17L’activité archéologique préventive sur les territoires d’Aléria est l’un des moteurs de l’élaboration du nouveau programme muséographique du complexe patrimonial. Au-delà de l’enrichissement des collections, l’acquisition sur sites des données brutes, quelle qu’en soit la forme, permet une retranscription immédiate extrêmement didactique aux publics les plus divers [ill. 4]. Topographie, vues aériennes, prises de vue, réalisation d’images fixes et animées, photogrammétrie offrent autant de contenus exploitables à travers différents supports de médiation (films, réalité augmentée, etc.) qui valorisent le travail de terrain des métiers de l’archéologie et du patrimoine.
4. Nouveau parcours d’exposition « Aldilà. Nécropoles antiques d’Aleria » en lumière, présenté au musée d’Archéologie d’Aléria.
CdC / Musée d’Archéologie d’Aleria.
- 12 Commune et communauté de communes.
18Aussi, au regard des nouvelles données scientifiques accumulées ces dernières années et de l’enrichissement des collections, il est apparu que les espaces dédiés à leur médiation vers les publics les plus larges étaient insuffisants et largement inadaptés. Le fort de Matra présente des contraintes en termes de circulation pour les publics et de conditions de conservation pour les objets exposés les plus fragiles. Son classement au titre des monuments historiques rend complexe tout projet d’extension et d’adaptation.
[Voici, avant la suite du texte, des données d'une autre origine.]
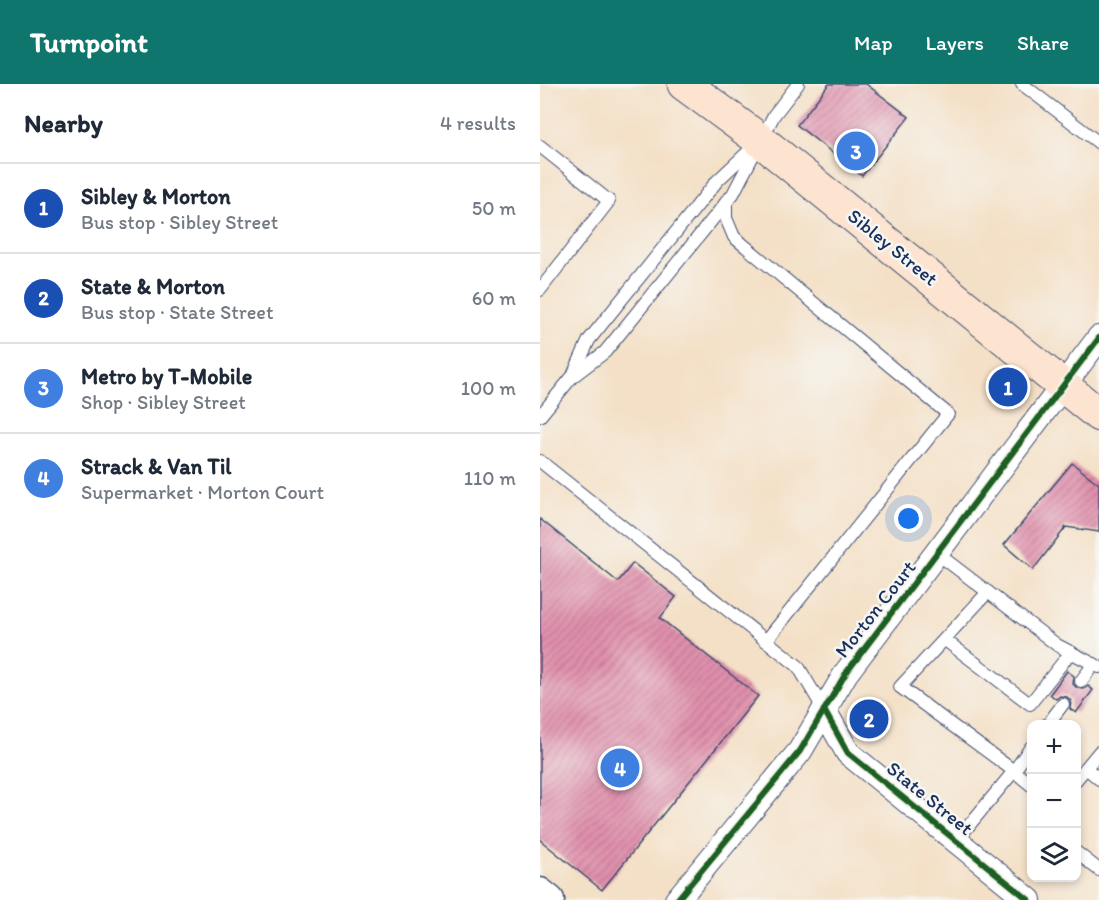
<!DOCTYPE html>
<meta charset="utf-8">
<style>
body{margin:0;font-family:Itim,sans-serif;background:#f2f2f3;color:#1f2937}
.controls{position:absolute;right:18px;bottom:18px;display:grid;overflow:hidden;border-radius:12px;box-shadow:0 3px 9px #0003}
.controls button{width:54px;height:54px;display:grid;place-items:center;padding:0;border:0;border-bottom:2px solid #e0e1e3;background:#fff;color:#1f2937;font:30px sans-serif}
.you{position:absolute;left:369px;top:435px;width:21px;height:21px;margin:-15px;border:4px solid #fff;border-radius:50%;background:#1a73e8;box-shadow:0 0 0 9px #1a73e833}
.badge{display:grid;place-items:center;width:39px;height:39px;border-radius:50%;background:#0f766e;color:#fff;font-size:20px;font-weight:700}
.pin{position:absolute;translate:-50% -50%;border:3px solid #fff;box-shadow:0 2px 6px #0006}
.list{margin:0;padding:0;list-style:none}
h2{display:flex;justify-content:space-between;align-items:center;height:78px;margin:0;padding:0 24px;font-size:26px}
h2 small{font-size:20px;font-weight:400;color:#747a83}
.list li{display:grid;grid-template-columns:39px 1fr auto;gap:18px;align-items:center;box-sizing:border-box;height:90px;padding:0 24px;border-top:2px solid #e0e1e3}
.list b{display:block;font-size:22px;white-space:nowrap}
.list p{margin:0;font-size:20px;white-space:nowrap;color:#747a83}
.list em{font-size:20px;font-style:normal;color:#747a83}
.icon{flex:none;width:33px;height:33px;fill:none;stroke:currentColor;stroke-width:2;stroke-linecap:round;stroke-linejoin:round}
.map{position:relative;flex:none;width:559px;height:816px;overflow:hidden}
header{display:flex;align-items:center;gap:36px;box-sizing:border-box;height:84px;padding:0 30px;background:#0f766e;color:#fff}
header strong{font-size:28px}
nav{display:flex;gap:33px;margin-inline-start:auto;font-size:21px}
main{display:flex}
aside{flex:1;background:#fff}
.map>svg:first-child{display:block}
.building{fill:url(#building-hatch)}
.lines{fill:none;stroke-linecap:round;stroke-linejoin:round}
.service-casing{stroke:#3c4a6e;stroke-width:14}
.minor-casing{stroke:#3c4a6e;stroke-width:26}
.tertiary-casing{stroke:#3c4a6e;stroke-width:31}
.secondary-casing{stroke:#3c4a6e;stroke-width:35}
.service{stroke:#fff;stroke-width:12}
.minor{stroke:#fff;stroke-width:24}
.tertiary{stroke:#fff;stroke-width:28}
.secondary{stroke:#fde4d0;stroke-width:33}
.cycleway-casing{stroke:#f6f6f2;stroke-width:10}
.cycleway{stroke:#1b5e20;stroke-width:6}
.labels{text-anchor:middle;stroke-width:5;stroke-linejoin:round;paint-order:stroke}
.street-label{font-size:20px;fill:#1b2f5e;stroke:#f6f6f2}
</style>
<header>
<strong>Turnpoint</strong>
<nav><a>Map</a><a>Layers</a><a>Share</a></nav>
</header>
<main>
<aside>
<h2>Nearby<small>4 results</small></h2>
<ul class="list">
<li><span class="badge" style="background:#1a4fb4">1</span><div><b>Sibley &amp; Morton</b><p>Bus stop · Sibley Street</p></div><em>50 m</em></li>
<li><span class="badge" style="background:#1a4fb4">2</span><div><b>State &amp; Morton</b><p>Bus stop · State Street</p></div><em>60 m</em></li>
<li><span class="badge" style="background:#3f7fe0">3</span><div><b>Metro by T-Mobile</b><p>Shop · Sibley Street</p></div><em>100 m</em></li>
<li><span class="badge" style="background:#3f7fe0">4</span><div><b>Strack &amp; Van Til</b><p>Supermarket · Morton Court</p></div><em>110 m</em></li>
</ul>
</aside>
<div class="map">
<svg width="559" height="816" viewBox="0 0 559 816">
<defs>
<pattern id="building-hatch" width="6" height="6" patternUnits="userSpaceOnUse" patternTransform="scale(1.5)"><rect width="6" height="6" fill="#e190ac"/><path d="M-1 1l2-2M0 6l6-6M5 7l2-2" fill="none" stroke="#b6768f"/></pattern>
</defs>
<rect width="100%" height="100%" fill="#f6f6f2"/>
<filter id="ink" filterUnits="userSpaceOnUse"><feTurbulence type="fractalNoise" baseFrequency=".0167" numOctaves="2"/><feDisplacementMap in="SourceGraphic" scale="12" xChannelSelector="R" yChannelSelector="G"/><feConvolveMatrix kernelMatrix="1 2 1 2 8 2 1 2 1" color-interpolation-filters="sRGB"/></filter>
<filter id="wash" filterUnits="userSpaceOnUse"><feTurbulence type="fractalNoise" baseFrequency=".008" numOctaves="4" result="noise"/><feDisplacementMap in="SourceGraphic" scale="24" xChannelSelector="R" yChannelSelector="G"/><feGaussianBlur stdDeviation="1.35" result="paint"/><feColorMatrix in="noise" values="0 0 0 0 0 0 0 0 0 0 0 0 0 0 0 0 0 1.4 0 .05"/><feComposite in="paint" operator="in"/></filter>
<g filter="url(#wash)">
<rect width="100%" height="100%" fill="#f4e0c6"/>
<g id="blocks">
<!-- building -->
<g class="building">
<polygon points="289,0 326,0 369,33 322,92 257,41"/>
<polygon points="532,379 559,400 559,448 526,443 493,486 464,461"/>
<polygon points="0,435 78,498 93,479 136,513 120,534 218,612 62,806 0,756"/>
<polygon points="527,587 534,592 533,600 537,604 544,605 548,602 553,606 536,629 530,625 531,617 527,613 520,612 516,615 510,610"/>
</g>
</g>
</g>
<g filter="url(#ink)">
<use href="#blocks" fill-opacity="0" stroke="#3c4a6e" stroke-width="1.5"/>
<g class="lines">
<!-- service casing -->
<g class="service-casing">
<g id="service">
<polyline points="482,0 559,59"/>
<polyline points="0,62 69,117 0,206"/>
<polyline points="186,117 186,134 194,153 408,330 226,557"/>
<polyline points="34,289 49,256 177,97 212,64"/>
<polyline points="0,332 32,293 65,268 193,110 234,31 258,0"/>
<polyline points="0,377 258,582 284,626"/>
<polyline points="398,470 517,561 559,583"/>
<polyline points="448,508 360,603 474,687 491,663"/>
<polyline points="405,556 490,620 531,568"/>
<polyline points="541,597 554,580"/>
<polyline points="508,640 523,620"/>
<polyline points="546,684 559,695"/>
<polyline points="536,696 559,668"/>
<polyline points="416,757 474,687 491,701"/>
<polyline points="536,768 559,786"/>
</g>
</g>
<!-- minor casing -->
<g class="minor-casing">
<g id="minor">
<polyline points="284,626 308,669 489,816"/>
<polyline points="137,816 260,667 306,589 559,254"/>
</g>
</g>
<!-- tertiary casing -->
<g class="tertiary-casing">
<polyline id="tertiary" points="0,808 10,816"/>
</g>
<!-- secondary casing -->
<g class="secondary-casing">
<polyline id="secondary" points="144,0 220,56 559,331"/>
</g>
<!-- service -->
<use href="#service" class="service"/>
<!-- minor -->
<use href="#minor" class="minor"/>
<!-- tertiary -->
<use href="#tertiary" class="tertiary"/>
<!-- secondary -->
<use href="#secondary" class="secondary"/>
<!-- cycleway casing -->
<g class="cycleway-casing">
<g id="cycleway">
<polyline points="284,626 308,669 489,816"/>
<polyline points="137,816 260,667 306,589 559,254"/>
</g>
</g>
<!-- cycleway -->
<use href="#cycleway" class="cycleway"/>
</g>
</g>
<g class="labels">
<!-- street labels -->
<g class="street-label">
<text transform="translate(353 163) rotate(39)" y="7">Sibley Street</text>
<text transform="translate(335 525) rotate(-52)" y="7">Morton Court</text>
<text transform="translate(390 714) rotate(39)" y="7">State Street</text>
</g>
</g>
</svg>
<div class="controls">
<button>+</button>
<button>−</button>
<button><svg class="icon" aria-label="layers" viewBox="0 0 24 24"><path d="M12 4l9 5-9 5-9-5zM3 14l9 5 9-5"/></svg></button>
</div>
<div class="you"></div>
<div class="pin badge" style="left:468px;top:303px;background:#1a4fb4">1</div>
<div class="pin badge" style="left:329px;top:635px;background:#1a4fb4">2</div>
<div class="pin badge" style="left:316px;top:67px;background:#3f7fe0">3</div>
<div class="pin badge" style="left:80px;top:684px;background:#3f7fe0">4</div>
</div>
</main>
Dans le cadre d’un schéma d’aménagement prédéfini en concertation entre l’instance régionale et les autorités locales12, plusieurs équipements sont en cours de définition à moyen terme : ils abriteront les activités en développement du musée. La première consistera en une extension des espaces de réserves du CCE et du musée, sur une parcelle limitrophe à la maison Caminati ; la deuxième se traduira par un bâtiment dédié à l’accueil des jeunes publics, et notamment des publics scolaires, sur la parcelle dite « maison Morandini ». Par ailleurs, l’ensemble des projets initiés voici plusieurs années sur la base d’une collection existante se révèlent sous-dimensionnés en raison de l’importance de l’activité de l’archéologie préventive conduite sur Aléria. De ce fait, à plus long terme, il apparait indispensable d’élaborer un nouveau programme architectural et muséographique, incluant un aménagement du fort de Matra et une extension des espaces d’exposition permanents et temporaires.
19Préalablement à leur réalisation, ces trois projets nécessitent d’évaluer le potentiel archéologique du riche sous-sol du hameau du Fort. Afin d’accélérer le processus, des demandes de diagnostic anticipé ont été adressées à la Drac de Corse. Les prescriptions de diagnostic reçues mobilisent déjà l’Inrap dès le début de l’année 2022. Elles déboucheront immanquablement sur de nouvelles fouilles. Cette intense activité impliquera au cours des mois et années à venir une interaction à nouveau très riche entre les acteurs de l’archéologie préventive et ceux de l’univers muséal.